Tuesday, July 12, 2011

The more the merrier - Does the launch of Google+ benefit consumers?

With the rapid decline of MySpace, Facebook has quickly acquired a near monopoly position among social networks. Now Google is entering the arena with its new Google+ product, potentially threatening Facebook’s dominant position. Is this a good thing for consumers? The knee-jerk reaction is ‘Yes, competition always benefits the consumer’ but this might be one of those odd cases where it is not necessarily so.

Competition is usually thought of as necessary to force companies to better service their customers and keep prices down. In the case of Facebook this would mean continuous improvements to their product. The recent introduction of the geo-tagging feature Places allowing users to ‘check-in’ to visited locations would be good example of an action to keep the service relevant and competitive. It is also likely the threat of competition that is keeping Facebook a free service and probably more importantly it prevents them from terrorizing the consumer with more and excessively intrusive advertisements.

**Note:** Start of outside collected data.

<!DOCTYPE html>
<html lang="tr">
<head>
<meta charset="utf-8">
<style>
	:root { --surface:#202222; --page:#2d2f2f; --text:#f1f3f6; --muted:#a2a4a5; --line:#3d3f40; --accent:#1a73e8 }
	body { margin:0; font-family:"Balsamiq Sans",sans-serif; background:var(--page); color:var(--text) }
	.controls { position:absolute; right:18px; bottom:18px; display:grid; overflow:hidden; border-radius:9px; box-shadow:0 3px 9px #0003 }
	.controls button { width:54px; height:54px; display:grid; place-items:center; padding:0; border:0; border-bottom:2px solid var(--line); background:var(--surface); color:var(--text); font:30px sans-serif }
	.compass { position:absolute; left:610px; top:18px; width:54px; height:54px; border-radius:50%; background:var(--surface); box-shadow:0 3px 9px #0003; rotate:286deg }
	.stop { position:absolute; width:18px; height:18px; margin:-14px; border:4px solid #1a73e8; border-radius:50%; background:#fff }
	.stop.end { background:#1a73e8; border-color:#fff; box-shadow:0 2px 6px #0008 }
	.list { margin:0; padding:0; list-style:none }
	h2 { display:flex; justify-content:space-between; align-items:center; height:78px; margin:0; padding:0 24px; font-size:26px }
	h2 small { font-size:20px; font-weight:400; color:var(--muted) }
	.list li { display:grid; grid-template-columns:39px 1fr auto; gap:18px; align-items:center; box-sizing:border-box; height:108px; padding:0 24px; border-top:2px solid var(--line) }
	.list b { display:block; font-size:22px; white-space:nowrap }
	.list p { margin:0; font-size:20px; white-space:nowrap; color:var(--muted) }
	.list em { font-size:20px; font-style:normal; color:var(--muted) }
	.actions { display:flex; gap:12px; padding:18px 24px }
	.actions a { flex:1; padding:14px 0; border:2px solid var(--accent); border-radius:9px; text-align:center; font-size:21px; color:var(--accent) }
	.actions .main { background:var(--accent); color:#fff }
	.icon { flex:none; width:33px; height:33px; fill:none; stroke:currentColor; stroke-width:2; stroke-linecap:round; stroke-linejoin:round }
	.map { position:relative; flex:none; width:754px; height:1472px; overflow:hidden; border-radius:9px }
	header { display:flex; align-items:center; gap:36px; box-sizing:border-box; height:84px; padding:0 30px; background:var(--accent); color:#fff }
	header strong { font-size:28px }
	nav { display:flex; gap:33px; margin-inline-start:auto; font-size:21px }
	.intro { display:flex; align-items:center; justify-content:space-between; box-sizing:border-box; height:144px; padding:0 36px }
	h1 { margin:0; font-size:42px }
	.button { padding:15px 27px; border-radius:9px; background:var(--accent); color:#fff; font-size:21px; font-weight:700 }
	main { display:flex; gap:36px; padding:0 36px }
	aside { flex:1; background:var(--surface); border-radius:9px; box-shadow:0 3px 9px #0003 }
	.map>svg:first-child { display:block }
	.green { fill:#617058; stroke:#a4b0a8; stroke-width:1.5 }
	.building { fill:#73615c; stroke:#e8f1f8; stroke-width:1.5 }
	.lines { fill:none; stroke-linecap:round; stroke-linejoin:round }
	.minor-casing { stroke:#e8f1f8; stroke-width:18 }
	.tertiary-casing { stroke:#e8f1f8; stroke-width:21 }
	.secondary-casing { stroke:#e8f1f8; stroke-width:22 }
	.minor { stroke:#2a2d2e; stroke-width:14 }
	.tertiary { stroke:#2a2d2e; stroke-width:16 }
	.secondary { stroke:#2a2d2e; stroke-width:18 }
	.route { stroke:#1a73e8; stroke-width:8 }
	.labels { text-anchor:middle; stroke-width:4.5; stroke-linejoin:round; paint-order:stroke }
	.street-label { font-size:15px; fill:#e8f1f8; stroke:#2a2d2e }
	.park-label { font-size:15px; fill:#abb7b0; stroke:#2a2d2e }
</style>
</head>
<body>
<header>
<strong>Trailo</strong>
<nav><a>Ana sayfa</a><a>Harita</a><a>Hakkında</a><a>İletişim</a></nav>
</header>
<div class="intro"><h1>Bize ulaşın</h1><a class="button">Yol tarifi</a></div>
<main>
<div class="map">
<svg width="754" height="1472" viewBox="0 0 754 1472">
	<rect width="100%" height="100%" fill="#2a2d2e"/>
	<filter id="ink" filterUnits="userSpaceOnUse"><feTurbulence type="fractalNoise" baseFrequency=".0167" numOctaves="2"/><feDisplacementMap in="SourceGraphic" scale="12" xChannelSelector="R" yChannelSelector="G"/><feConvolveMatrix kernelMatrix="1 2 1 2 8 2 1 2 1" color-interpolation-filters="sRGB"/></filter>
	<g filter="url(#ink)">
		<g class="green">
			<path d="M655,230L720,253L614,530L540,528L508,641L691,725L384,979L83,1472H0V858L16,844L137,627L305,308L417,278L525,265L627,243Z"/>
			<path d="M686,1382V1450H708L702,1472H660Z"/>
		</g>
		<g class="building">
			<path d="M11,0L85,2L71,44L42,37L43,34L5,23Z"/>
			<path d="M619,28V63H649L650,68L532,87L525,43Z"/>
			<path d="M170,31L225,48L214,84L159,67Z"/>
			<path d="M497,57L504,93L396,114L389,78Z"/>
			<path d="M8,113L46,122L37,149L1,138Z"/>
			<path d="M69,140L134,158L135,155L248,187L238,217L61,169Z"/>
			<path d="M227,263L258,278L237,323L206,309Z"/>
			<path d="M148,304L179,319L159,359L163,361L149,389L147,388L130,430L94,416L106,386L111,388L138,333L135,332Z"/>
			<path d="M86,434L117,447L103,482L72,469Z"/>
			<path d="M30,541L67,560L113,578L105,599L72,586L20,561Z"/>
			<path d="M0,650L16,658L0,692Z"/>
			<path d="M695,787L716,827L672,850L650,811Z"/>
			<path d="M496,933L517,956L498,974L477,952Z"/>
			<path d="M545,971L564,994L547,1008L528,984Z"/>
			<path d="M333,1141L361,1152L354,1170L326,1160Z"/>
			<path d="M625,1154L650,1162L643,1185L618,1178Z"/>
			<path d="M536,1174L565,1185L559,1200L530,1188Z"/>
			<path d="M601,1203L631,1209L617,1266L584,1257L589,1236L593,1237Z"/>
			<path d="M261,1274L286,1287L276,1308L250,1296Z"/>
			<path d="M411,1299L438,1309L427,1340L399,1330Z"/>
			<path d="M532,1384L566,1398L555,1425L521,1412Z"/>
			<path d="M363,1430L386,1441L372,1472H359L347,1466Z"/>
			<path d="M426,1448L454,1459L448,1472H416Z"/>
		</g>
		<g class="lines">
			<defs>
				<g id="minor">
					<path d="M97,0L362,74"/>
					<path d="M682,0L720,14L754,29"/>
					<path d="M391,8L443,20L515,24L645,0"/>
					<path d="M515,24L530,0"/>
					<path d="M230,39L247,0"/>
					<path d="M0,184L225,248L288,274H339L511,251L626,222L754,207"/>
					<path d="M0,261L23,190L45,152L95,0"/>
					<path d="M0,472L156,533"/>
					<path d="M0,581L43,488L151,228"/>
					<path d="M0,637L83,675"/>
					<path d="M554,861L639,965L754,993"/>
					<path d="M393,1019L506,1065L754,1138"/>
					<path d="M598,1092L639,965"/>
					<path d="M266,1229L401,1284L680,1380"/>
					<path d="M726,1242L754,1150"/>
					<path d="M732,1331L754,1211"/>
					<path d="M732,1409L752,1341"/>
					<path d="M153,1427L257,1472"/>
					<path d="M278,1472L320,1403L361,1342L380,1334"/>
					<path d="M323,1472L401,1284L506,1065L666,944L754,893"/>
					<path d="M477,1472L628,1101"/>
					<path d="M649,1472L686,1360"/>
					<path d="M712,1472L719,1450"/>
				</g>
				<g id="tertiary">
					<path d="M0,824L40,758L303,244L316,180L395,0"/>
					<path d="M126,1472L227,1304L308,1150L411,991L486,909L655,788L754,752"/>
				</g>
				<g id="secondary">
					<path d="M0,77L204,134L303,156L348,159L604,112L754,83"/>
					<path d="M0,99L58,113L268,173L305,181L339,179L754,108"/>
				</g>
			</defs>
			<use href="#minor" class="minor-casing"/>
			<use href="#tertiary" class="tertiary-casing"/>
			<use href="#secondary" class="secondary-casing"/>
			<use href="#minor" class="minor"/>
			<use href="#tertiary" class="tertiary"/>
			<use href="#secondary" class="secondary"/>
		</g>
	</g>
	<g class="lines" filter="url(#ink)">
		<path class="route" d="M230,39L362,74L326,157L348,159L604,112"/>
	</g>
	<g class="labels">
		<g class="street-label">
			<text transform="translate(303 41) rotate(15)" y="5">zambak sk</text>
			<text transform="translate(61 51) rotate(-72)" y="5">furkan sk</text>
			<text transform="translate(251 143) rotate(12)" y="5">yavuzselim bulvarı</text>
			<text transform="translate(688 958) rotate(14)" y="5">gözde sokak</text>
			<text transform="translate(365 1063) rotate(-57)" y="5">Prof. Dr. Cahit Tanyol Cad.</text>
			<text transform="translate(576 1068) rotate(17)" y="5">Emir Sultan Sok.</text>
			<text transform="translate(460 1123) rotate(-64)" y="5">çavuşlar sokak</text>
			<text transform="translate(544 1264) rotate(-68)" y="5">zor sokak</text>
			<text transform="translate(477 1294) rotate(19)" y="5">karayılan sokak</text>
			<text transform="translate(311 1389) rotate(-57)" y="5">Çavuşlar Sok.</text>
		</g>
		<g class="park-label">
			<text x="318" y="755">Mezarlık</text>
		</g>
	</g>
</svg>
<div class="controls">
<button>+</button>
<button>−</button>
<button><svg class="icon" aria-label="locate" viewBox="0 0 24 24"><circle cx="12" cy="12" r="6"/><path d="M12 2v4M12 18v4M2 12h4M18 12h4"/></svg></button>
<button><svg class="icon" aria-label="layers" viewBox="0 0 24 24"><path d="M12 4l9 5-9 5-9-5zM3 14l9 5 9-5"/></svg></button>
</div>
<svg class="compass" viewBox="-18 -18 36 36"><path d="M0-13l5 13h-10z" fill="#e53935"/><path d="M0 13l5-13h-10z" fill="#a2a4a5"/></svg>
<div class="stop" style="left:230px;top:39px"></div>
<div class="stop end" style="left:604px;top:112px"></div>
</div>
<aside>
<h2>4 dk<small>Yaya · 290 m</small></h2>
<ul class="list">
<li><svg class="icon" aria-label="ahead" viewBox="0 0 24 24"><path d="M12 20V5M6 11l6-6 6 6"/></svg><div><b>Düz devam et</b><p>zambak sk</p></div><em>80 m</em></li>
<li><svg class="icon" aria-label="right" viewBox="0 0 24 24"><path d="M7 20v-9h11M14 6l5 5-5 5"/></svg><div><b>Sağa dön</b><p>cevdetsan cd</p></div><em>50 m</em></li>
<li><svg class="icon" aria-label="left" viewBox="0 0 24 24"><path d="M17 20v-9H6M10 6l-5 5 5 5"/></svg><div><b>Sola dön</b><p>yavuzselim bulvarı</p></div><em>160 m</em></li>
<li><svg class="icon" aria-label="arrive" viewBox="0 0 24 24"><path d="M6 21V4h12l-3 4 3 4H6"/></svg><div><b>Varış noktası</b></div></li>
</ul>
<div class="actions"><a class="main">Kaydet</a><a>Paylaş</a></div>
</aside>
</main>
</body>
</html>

At the same time Facebook’s dominant position greatly benefits consumers by gathering all their friends and family on to one service. Imagine a system where people owned phones of different colors, red, green, blue and purple - and only a red phone could be used to call another red phone and so on. Requiring users to own multiple phones and keep track of which color phones their friends own. It is hard to see this situation benefiting consumers, it is more likely to drive them mad. Social networks are usually not developed to interact with each other so a situation with several large competing networks would likely look very much like our different colored phone scenario, requiring users to jump between different services depending on who they wish to interact with.

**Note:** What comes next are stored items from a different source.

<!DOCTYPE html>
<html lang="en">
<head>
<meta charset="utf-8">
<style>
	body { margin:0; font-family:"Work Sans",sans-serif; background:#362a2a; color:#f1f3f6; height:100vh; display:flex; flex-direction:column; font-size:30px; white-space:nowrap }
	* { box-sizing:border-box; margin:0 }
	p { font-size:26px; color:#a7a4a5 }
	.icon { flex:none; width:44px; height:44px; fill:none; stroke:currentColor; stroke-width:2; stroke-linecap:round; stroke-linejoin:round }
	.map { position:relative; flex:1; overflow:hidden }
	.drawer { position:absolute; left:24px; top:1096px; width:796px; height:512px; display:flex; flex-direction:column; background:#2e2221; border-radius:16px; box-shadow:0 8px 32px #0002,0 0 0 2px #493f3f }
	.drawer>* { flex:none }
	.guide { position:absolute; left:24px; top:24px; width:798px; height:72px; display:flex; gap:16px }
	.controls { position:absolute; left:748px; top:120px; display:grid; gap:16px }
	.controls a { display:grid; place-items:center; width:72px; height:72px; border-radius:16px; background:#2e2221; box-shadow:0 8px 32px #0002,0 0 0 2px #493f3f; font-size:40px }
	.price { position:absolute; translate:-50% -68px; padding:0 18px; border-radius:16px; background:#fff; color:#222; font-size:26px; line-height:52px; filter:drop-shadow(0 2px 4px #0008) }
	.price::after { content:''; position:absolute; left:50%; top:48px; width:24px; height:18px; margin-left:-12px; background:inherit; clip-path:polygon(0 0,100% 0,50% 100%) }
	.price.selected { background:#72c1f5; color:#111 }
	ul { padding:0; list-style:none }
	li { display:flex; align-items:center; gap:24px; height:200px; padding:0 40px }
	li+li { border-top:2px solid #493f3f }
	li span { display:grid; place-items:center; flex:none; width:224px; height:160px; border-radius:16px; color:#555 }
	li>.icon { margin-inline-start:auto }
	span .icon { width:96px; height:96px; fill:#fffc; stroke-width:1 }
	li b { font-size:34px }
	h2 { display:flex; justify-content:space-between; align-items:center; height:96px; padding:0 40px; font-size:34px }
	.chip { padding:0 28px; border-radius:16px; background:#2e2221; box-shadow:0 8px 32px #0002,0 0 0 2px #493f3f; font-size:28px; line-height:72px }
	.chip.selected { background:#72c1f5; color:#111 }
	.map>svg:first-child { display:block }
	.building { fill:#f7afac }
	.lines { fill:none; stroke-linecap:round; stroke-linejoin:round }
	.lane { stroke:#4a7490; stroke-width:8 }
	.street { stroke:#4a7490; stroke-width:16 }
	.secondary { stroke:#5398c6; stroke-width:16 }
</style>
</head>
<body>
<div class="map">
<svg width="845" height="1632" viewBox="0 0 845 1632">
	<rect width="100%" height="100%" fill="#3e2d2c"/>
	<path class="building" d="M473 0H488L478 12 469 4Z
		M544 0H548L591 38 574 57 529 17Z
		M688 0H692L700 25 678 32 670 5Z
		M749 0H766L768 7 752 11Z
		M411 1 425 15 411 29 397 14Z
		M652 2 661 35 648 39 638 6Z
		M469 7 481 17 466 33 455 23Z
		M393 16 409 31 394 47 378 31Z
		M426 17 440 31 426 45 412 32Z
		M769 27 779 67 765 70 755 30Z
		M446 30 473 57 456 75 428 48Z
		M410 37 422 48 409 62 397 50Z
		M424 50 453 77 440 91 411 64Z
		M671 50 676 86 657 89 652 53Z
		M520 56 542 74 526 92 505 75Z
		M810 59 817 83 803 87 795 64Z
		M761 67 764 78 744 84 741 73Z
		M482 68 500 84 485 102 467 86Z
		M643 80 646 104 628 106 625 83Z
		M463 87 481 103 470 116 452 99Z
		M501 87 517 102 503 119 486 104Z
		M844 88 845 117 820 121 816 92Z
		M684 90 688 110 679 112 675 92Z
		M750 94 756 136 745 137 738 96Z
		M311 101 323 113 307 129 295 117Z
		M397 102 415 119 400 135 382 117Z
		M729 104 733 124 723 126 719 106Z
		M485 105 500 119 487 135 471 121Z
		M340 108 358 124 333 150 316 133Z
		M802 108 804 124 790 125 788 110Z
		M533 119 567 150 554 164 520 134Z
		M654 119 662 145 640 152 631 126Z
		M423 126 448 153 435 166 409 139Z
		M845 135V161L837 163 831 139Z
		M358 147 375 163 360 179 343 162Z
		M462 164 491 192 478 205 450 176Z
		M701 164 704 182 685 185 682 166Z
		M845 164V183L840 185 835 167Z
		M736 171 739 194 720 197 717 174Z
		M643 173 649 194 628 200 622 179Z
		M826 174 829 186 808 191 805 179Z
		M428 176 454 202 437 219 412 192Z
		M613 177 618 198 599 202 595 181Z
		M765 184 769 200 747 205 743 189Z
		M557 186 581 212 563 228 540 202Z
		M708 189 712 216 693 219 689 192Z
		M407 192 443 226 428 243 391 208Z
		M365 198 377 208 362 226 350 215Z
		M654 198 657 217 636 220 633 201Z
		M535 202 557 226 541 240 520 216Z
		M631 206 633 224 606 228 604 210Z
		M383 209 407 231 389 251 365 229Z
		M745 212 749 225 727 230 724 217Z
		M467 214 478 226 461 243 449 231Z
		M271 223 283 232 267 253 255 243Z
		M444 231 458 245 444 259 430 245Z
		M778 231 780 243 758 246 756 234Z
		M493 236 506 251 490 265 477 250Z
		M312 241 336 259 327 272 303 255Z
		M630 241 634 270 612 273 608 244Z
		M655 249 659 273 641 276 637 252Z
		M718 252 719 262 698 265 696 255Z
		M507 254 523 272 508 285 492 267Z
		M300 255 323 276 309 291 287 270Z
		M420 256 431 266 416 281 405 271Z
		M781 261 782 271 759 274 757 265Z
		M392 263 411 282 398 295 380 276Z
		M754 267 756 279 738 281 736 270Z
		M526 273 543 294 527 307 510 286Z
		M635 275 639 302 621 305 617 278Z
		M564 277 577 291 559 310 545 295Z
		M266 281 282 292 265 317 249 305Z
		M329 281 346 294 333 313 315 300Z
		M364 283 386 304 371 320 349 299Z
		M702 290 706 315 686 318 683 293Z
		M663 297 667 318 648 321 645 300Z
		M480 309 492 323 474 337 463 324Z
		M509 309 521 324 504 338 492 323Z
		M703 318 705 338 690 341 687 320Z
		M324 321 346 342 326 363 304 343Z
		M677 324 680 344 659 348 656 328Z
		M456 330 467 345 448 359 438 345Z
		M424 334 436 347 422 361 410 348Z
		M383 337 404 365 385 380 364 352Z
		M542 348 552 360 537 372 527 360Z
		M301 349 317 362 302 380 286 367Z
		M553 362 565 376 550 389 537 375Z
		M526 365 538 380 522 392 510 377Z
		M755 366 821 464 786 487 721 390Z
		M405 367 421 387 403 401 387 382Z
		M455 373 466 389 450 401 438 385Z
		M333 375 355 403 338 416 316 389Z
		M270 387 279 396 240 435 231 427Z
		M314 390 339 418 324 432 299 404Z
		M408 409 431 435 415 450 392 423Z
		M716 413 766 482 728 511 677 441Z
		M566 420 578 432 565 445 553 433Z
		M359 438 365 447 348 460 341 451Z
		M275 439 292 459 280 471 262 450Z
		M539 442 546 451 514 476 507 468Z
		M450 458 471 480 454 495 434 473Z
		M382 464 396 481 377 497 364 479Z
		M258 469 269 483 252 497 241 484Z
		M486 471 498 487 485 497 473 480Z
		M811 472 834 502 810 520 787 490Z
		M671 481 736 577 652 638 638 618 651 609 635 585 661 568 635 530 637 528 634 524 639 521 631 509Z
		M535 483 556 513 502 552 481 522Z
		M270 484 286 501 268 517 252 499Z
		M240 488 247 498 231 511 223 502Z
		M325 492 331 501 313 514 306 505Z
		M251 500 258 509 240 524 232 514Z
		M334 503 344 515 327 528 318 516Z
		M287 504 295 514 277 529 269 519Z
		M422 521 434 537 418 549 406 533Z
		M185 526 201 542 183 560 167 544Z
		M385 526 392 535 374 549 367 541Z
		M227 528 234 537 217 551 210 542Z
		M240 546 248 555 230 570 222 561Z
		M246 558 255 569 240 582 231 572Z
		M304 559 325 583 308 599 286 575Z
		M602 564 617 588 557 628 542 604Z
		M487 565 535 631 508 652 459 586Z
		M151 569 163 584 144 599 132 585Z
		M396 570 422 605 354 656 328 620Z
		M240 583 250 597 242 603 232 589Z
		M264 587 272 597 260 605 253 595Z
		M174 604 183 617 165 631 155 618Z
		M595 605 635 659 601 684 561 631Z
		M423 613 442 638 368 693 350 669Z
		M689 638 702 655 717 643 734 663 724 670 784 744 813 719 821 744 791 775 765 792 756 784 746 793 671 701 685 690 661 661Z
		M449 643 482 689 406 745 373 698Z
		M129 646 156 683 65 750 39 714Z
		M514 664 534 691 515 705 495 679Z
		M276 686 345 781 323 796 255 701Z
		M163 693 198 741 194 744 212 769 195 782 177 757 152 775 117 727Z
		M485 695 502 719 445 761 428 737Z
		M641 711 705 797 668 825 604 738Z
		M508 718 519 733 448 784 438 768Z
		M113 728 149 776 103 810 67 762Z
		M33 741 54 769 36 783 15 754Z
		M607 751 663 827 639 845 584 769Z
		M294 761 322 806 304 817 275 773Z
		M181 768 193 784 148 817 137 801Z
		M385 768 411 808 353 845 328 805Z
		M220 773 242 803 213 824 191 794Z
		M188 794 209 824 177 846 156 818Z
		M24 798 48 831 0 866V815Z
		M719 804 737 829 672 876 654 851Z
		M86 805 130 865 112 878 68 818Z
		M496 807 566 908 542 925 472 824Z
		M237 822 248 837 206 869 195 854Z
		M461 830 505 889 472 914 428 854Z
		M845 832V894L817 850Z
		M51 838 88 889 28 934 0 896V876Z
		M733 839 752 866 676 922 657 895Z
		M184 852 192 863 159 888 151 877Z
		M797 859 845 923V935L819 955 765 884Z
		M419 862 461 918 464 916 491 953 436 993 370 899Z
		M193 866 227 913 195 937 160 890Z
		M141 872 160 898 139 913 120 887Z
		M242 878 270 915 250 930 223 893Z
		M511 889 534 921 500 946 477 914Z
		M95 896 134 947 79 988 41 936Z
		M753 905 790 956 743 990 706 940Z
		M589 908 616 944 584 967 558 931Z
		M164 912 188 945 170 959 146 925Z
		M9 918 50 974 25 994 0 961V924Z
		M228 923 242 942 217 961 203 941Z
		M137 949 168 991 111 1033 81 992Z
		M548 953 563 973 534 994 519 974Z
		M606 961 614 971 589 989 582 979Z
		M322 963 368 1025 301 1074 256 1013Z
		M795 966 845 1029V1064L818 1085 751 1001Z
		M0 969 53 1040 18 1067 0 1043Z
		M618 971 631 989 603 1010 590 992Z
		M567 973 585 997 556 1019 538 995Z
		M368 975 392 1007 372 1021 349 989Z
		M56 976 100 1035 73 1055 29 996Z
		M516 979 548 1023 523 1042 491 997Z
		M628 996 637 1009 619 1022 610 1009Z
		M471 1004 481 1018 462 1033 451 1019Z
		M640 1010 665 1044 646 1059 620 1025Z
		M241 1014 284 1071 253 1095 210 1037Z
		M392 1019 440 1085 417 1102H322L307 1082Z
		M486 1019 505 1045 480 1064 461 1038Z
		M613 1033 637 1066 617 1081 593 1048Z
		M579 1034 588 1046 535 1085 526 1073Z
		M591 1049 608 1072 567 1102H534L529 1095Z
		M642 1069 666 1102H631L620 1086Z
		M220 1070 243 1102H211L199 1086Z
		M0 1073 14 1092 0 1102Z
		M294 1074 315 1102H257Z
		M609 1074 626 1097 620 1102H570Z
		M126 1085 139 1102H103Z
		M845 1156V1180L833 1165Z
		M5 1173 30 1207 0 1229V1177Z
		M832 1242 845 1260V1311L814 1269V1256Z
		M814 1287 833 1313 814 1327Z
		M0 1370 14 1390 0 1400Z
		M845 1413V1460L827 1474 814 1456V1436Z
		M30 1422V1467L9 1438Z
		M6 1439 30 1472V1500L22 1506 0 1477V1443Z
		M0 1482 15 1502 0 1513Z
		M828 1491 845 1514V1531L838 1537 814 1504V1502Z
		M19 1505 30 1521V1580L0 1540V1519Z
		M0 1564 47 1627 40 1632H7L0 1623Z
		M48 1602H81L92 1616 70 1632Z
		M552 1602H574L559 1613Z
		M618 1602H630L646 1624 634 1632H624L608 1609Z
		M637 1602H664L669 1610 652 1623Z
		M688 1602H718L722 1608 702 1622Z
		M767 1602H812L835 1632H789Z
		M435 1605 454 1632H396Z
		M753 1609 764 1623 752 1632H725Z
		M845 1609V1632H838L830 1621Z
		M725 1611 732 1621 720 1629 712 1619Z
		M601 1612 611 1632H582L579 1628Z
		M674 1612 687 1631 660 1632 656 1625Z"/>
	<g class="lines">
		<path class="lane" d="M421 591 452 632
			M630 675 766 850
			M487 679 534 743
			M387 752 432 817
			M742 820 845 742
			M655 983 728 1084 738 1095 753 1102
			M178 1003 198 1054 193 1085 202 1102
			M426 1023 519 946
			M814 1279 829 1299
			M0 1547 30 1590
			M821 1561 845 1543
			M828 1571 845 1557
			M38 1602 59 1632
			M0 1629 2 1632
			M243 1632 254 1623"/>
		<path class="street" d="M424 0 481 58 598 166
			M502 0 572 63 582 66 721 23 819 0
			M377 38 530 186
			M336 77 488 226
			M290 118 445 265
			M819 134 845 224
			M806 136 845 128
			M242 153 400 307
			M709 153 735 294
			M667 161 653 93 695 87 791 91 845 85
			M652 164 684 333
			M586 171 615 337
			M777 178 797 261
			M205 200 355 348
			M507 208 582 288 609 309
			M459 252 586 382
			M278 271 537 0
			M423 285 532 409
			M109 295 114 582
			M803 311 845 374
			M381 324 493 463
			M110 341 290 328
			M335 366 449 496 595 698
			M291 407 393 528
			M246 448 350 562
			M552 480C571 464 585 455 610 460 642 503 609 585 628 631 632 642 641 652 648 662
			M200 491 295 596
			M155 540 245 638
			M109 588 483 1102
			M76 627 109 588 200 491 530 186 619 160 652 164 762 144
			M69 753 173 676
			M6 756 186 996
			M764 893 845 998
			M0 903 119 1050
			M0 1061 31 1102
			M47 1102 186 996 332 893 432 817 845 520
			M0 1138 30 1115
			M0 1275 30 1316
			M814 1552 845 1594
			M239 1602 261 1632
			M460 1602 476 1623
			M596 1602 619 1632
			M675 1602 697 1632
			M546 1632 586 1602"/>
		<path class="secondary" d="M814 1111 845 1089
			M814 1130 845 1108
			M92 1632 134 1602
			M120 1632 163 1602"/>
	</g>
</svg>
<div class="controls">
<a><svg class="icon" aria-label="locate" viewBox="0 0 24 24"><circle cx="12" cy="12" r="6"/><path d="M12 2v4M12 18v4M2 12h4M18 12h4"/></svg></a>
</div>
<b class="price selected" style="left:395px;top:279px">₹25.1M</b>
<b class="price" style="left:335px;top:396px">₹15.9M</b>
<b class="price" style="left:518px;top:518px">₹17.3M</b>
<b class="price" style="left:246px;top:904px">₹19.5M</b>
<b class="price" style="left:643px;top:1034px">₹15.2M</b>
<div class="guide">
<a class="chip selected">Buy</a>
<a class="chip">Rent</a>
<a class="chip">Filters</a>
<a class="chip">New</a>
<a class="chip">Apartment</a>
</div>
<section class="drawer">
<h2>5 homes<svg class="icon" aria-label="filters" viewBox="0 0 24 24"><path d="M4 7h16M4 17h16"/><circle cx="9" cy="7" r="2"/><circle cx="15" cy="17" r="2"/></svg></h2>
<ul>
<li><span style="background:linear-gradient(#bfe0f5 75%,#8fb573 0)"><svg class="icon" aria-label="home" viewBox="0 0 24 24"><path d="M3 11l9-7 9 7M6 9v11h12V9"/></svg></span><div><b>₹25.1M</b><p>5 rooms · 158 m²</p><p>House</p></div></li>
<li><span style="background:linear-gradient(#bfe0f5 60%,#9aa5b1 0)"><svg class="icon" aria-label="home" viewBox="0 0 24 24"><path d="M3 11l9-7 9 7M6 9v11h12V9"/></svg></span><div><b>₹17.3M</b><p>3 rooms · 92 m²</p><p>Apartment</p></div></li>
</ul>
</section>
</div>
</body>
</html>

So what conclusion can we draw from this? It would appear to me that the most beneficial situation for consumers would be one where one social network has a near monopoly position, let’s say this company is Facebook. But other services like Google+ are successful enough to keep the dominant network on its toes and force it to stay competitive but not successful enough to challenge its position as most peoples primary social network. Alternatively completely replacing the old giant and taking its monopoly position.

It might be that social network market is a natural monopoly which can’t sustain more than one major player and the market leader can maintain its monopoly only as long as it offers the best alternative for consumers, supposedly both features and user base would be taken in to account when evaluating this. Once it fails to satisfy its customers it is quickly cannibalized by another service which then takes its place as the new dominant service.